EXERCISE BRIEF: In the records below, find the lines that include "right" and copy each.

□ □ □ □ □ □ □

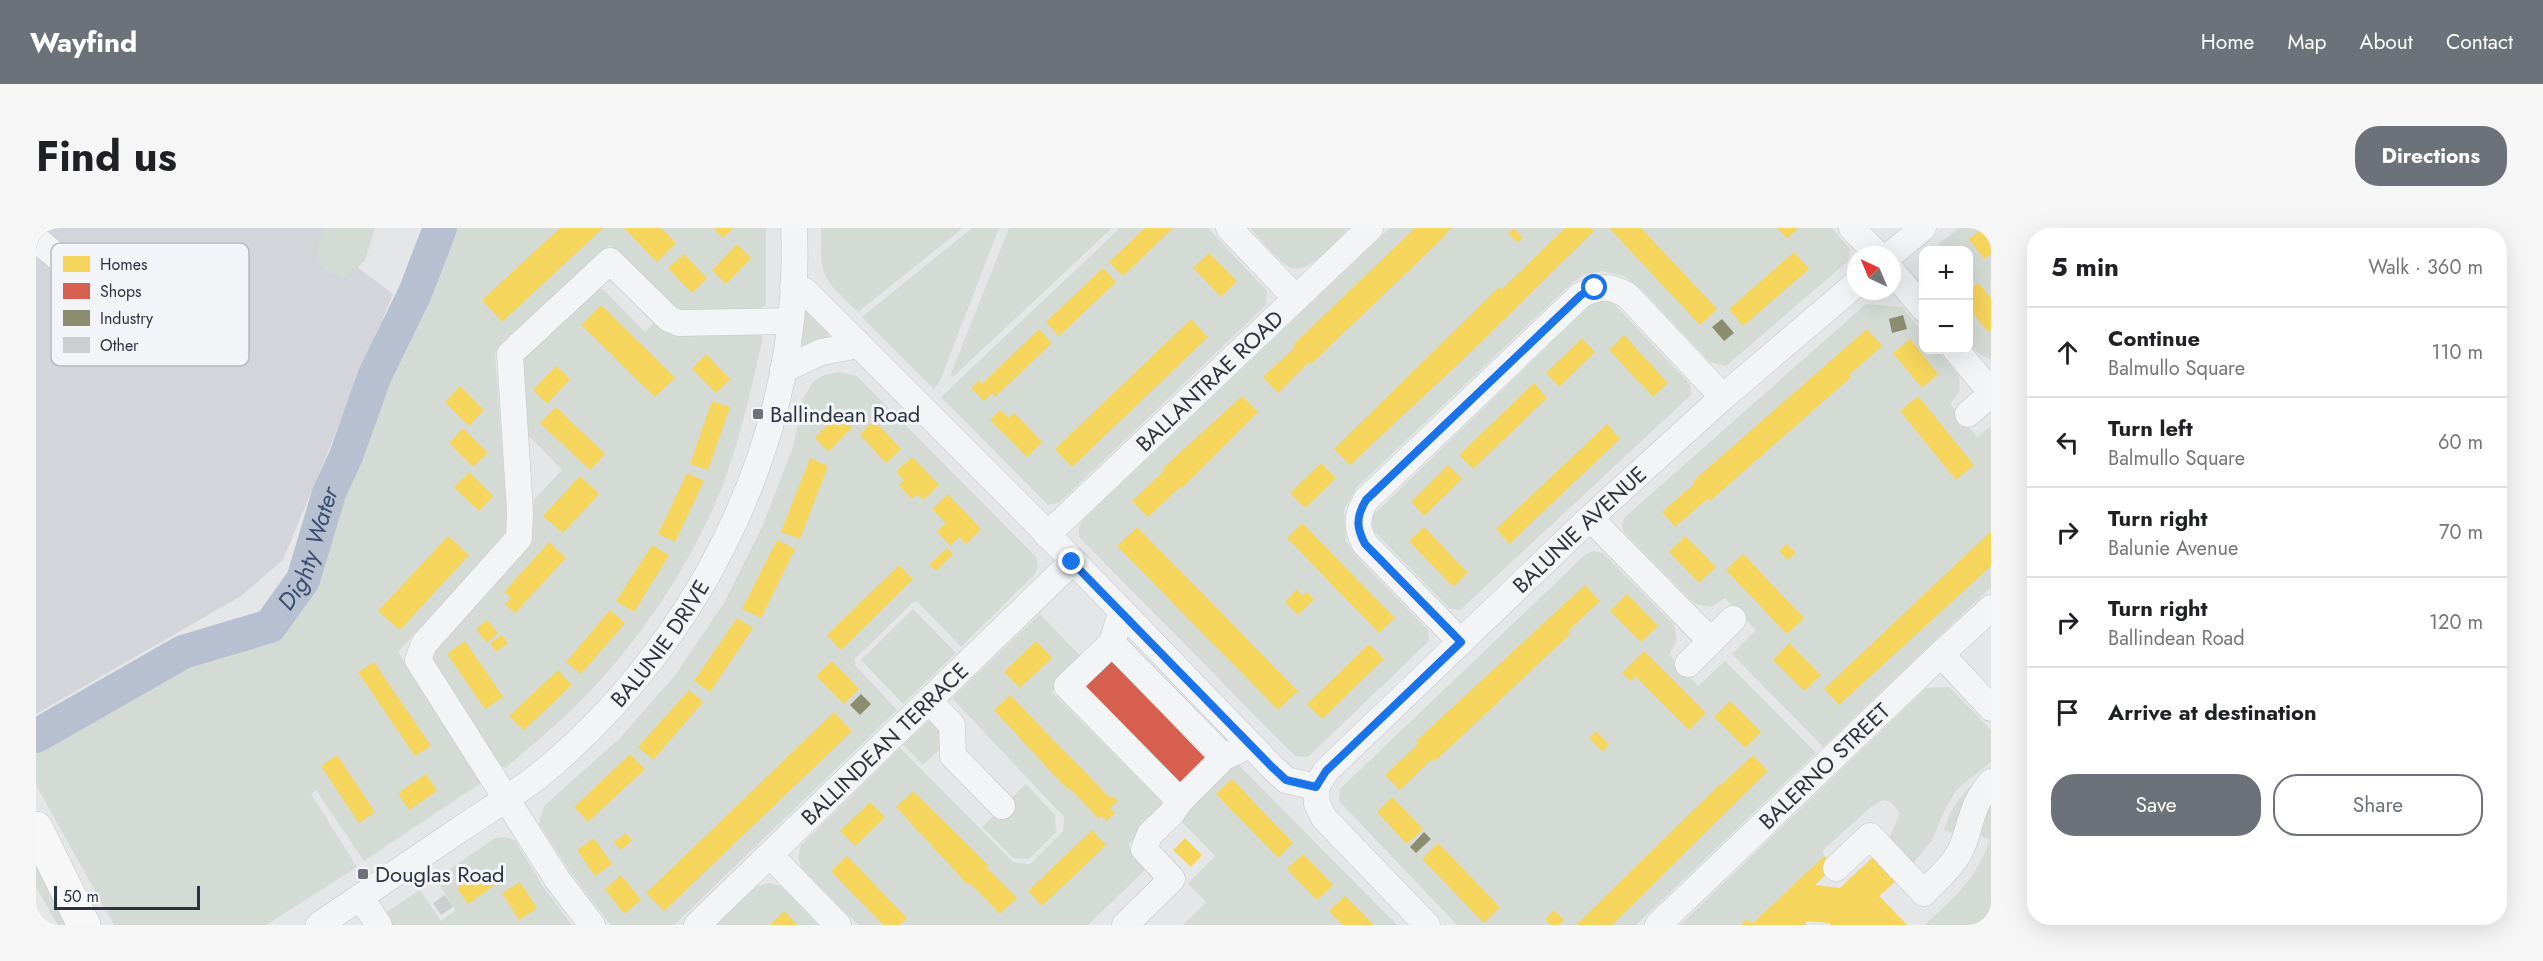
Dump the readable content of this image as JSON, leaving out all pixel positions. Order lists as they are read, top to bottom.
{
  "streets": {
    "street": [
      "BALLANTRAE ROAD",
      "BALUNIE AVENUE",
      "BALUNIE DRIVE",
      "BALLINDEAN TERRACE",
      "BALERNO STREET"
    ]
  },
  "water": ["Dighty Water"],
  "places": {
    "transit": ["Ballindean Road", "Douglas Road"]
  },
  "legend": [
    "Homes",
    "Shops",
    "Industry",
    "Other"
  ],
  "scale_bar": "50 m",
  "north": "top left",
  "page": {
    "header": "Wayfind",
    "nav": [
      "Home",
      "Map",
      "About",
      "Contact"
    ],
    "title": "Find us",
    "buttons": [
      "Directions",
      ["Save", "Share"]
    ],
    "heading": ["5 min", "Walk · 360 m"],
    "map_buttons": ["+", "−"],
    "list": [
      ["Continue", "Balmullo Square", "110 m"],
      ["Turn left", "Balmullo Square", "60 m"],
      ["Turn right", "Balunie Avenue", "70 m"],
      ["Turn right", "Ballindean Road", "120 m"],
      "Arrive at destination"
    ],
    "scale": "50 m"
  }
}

□ □ □ □ □ □ □

RESPONSE AREA:
      ["Turn right", "Balunie Avenue", "70 m"],
      ["Turn right", "Ballindean Road", "120 m"],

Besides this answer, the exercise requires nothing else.